Please print every record below exactly as it appears.

→ **Data shown**:
_____

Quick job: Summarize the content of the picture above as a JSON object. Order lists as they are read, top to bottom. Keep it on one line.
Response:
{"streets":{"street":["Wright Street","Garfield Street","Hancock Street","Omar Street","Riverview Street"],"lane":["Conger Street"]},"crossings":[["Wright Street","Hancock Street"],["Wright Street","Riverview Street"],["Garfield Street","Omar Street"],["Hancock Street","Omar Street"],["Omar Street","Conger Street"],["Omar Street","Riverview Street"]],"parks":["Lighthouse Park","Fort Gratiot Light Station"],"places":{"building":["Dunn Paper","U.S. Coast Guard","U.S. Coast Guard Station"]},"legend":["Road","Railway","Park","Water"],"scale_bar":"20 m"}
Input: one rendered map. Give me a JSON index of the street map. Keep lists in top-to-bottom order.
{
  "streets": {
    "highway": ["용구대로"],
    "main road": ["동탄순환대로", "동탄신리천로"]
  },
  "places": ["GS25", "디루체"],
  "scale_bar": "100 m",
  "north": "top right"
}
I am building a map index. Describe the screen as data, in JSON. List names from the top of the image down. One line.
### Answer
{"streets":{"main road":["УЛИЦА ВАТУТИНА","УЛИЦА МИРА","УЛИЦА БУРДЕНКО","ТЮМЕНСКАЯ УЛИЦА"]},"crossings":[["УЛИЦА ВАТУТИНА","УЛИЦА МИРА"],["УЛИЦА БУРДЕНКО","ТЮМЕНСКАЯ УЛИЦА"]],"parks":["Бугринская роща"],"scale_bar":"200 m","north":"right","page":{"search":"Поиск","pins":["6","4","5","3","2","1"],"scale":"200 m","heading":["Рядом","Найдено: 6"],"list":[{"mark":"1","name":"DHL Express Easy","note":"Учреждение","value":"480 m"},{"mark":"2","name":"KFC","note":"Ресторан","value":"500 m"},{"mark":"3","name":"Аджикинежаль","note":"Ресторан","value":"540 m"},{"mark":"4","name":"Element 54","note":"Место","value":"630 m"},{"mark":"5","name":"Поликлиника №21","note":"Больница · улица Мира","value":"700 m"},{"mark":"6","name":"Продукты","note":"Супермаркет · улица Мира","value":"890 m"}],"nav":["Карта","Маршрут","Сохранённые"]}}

_____

→ **Solution to this problem**:
Quick job: Summarize the content of the picture above as a JSON object. Order lists as they are read, top to bottom. Keep it on one line.
Response:
{"streets":{"street":["Wright Street","Garfield Street","Hancock Street","Omar Street","Riverview Street"],"lane":["Conger Street"]},"crossings":[["Wright Street","Hancock Street"],["Wright Street","Riverview Street"],["Garfield Street","Omar Street"],["Hancock Street","Omar Street"],["Omar Street","Conger Street"],["Omar Street","Riverview Street"]],"parks":["Lighthouse Park","Fort Gratiot Light Station"],"places":{"building":["Dunn Paper","U.S. Coast Guard","U.S. Coast Guard Station"]},"legend":["Road","Railway","Park","Water"],"scale_bar":"20 m"}
Input: one rendered map. Give me a JSON index of the street map. Keep lists in top-to-bottom order.
{
  "streets": {
    "highway": ["용구대로"],
    "main road": ["동탄순환대로", "동탄신리천로"]
  },
  "places": ["GS25", "디루체"],
  "scale_bar": "100 m",
  "north": "top right"
}
I am building a map index. Describe the screen as data, in JSON. List names from the top of the image down. One line.
### Answer
{"streets":{"main road":["УЛИЦА ВАТУТИНА","УЛИЦА МИРА","УЛИЦА БУРДЕНКО","ТЮМЕНСКАЯ УЛИЦА"]},"crossings":[["УЛИЦА ВАТУТИНА","УЛИЦА МИРА"],["УЛИЦА БУРДЕНКО","ТЮМЕНСКАЯ УЛИЦА"]],"parks":["Бугринская роща"],"scale_bar":"200 m","north":"right","page":{"search":"Поиск","pins":["6","4","5","3","2","1"],"scale":"200 m","heading":["Рядом","Найдено: 6"],"list":[{"mark":"1","name":"DHL Express Easy","note":"Учреждение","value":"480 m"},{"mark":"2","name":"KFC","note":"Ресторан","value":"500 m"},{"mark":"3","name":"Аджикинежаль","note":"Ресторан","value":"540 m"},{"mark":"4","name":"Element 54","note":"Место","value":"630 m"},{"mark":"5","name":"Поликлиника №21","note":"Больница · улица Мира","value":"700 m"},{"mark":"6","name":"Продукты","note":"Супермаркет · улица Мира","value":"890 m"}],"nav":["Карта","Маршрут","Сохранённые"]}}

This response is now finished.